Initially there was calm, the March 10 election went ahead with no participation from the PNA. By the third week of March, it was all out war against the Bhutto government. Demonstrations had engulfed Karachi and then spread all over the country. The PNA workers became increasingly violent and the government reaction was in equal measure, if not worse. In Liaquatabad one of my distant uncle’s shop was named Peoples Glass House; a PNA mob burned it and my uncle ran for his life. His neighbour whose name was Allah Banda was an active member of the PPP. His woodwork shop was burned and he was lynched.
Our shop remained closed for many days because there was around 20 kilometres distance from home to work and public transport was hardly plying. It was becoming difficult to survive on meagre savings. After many days, we went from Malir to Liaquatabad but could not open the shop; on our way back we had to walk for more than ten kilometres, etched in the memory are burned houses, shops, buildings, banks, vehicles and a complete look of destruction in Karachi. At night, the PNA workers started saying azans from rooftops, it was as if a natural calamity was upon us.

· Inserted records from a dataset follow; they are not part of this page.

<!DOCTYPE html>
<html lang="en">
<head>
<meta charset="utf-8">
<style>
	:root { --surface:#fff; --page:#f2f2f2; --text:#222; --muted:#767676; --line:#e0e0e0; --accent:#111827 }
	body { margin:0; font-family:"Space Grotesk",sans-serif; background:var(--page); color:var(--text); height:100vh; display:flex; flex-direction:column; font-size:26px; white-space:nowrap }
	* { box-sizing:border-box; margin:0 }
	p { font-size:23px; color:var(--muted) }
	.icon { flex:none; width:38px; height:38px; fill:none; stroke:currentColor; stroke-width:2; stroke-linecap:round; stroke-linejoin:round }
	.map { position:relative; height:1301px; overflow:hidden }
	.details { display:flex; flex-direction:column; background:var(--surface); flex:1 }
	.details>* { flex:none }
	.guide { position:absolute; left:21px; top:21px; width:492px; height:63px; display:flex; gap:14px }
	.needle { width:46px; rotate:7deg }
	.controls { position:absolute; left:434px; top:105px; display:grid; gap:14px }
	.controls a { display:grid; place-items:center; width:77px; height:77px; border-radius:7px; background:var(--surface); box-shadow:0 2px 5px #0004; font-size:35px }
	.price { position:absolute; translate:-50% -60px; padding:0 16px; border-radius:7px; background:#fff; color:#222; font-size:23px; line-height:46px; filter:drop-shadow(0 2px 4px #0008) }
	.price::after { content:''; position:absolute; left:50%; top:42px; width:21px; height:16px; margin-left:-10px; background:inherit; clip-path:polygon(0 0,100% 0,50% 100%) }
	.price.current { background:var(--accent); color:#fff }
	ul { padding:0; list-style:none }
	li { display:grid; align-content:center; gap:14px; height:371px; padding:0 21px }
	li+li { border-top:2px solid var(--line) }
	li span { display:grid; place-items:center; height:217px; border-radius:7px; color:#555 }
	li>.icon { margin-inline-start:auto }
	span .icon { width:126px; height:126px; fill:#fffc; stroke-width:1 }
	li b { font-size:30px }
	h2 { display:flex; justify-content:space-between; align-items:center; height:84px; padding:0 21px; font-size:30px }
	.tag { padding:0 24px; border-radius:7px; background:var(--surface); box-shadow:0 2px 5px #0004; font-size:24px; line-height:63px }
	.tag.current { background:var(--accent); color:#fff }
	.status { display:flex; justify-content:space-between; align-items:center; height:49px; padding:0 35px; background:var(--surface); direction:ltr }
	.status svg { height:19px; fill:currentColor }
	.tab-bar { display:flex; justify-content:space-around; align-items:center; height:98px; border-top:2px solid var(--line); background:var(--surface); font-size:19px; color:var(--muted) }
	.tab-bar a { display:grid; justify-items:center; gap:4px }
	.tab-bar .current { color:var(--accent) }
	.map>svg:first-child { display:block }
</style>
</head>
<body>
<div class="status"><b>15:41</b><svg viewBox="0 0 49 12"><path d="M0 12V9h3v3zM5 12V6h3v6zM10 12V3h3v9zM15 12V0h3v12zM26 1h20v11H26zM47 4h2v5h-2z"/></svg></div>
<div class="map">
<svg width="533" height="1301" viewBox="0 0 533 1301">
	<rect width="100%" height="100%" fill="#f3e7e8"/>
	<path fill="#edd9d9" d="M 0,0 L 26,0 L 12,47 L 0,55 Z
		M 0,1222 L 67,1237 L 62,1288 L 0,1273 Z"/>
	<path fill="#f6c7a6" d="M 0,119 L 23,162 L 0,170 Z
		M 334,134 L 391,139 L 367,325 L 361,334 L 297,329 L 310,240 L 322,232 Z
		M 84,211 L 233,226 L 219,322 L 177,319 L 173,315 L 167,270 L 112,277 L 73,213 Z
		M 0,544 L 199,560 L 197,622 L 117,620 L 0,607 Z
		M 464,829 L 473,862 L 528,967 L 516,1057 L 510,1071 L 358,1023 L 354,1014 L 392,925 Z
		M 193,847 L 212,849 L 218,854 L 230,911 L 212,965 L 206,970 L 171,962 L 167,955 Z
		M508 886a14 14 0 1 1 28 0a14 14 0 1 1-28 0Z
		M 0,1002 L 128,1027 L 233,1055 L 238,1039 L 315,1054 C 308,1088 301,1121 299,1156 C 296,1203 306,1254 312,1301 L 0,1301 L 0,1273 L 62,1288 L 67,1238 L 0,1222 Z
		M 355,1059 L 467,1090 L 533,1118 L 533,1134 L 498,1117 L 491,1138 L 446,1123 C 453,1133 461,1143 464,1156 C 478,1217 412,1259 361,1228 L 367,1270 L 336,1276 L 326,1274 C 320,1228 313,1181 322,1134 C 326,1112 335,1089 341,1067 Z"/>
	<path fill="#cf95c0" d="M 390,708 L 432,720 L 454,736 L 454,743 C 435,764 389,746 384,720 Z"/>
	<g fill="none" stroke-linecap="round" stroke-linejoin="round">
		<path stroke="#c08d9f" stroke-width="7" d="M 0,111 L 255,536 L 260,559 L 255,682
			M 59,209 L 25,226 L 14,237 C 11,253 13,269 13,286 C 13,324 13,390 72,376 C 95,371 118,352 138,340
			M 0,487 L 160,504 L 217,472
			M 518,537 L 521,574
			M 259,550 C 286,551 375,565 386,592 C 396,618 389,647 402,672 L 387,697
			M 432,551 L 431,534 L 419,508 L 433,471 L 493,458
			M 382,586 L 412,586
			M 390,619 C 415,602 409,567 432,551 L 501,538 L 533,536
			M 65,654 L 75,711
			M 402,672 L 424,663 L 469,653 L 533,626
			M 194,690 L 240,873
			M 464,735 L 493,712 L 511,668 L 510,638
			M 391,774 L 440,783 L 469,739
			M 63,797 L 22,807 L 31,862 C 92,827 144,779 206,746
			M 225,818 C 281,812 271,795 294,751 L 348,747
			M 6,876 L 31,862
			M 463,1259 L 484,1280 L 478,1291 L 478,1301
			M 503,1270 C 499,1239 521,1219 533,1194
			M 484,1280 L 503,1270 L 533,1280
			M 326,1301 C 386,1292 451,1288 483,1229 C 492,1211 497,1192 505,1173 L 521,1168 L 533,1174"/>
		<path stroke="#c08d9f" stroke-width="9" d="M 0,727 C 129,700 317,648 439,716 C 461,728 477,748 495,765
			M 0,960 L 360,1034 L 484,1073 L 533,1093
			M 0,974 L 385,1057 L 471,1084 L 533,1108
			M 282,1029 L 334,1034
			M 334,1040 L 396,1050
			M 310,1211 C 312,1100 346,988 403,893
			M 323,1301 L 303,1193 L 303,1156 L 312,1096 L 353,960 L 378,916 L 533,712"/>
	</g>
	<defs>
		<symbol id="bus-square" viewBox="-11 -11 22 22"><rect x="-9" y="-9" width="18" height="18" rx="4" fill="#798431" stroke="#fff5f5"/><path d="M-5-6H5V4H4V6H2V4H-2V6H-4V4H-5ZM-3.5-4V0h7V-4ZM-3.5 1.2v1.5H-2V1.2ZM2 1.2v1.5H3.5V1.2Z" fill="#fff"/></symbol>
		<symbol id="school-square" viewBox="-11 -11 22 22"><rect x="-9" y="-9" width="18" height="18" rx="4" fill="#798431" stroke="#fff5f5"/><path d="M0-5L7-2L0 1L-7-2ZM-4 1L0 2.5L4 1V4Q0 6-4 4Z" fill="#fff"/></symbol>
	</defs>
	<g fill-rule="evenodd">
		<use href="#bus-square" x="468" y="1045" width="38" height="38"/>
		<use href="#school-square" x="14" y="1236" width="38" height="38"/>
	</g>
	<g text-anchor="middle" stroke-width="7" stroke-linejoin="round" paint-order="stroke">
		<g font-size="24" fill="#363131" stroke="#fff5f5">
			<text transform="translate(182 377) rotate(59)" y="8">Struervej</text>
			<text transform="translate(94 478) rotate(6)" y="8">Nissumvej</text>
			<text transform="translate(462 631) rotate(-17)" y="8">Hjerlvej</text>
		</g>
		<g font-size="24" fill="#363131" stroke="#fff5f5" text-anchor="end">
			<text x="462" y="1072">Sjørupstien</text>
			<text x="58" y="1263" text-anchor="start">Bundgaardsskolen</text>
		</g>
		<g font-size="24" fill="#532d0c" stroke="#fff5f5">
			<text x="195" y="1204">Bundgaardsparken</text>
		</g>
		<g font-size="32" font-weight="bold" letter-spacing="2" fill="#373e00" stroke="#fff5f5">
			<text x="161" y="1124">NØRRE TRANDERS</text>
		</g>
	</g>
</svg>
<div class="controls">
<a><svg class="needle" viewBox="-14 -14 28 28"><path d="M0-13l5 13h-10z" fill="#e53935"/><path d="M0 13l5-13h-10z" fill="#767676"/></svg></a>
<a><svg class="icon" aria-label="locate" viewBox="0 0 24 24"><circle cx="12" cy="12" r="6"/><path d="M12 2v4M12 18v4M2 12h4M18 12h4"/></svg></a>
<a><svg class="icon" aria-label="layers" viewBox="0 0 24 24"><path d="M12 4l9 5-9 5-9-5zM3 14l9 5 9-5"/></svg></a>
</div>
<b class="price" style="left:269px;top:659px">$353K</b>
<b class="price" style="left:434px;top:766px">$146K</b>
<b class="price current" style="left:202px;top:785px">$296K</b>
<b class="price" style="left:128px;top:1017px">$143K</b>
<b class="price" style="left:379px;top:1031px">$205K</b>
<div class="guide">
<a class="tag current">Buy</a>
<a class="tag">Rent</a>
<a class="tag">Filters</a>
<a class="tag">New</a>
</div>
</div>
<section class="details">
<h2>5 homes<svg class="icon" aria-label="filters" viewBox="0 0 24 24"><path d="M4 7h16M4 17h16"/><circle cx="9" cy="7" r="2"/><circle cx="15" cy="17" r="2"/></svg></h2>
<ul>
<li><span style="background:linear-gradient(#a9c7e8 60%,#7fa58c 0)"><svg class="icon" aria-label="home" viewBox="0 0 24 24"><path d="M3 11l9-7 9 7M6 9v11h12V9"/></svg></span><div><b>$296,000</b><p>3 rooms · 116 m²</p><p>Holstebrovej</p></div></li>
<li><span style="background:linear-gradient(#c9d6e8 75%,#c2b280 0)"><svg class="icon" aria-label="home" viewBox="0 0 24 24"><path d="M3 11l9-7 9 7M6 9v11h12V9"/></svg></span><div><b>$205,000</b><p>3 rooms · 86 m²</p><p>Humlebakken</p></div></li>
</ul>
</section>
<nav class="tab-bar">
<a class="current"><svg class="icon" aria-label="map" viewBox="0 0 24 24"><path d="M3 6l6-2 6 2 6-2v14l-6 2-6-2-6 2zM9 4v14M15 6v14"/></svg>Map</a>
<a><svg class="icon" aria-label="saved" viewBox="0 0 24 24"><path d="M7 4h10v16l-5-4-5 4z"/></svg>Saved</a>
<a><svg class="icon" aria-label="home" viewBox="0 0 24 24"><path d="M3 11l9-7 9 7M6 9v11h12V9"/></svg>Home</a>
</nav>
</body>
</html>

Then the rumour came that our home was to be attacked for we were PPP supporters living amidst PNA followers. I remember my father and his friends gathering knives and metal rods to defend ourselves against any possible attack. Luckily, Malir was different from Liaquatabad which was mostly PNA dominated Urdu-speaking so-called mohajir population; whereas Malir had a lot of Sindhi and Kutchhi population that was pro-PPP. For many nights, we and our Sindhi friends kept a vigil to protect us and we were spared. My school year was ending and for two months there had not been any classes.
Then, the Sindh government announced that all school pupils would be promoted to the next grade without exams. I was in grade eight and got promoted to the ninth without any assessment. That was the only time in my educational career that I was promoted without an exam.
As March ’77 ended, it became clear that ultra-right would benefit, and it did. The biggest losers were the leftist, secularists, socialist, and communists who, still by the end of March 77, expected something positive to come out if Bhutto was replaced. What happened in the next three months deserves another article that will appear on the 40th anniversary of the coup in July.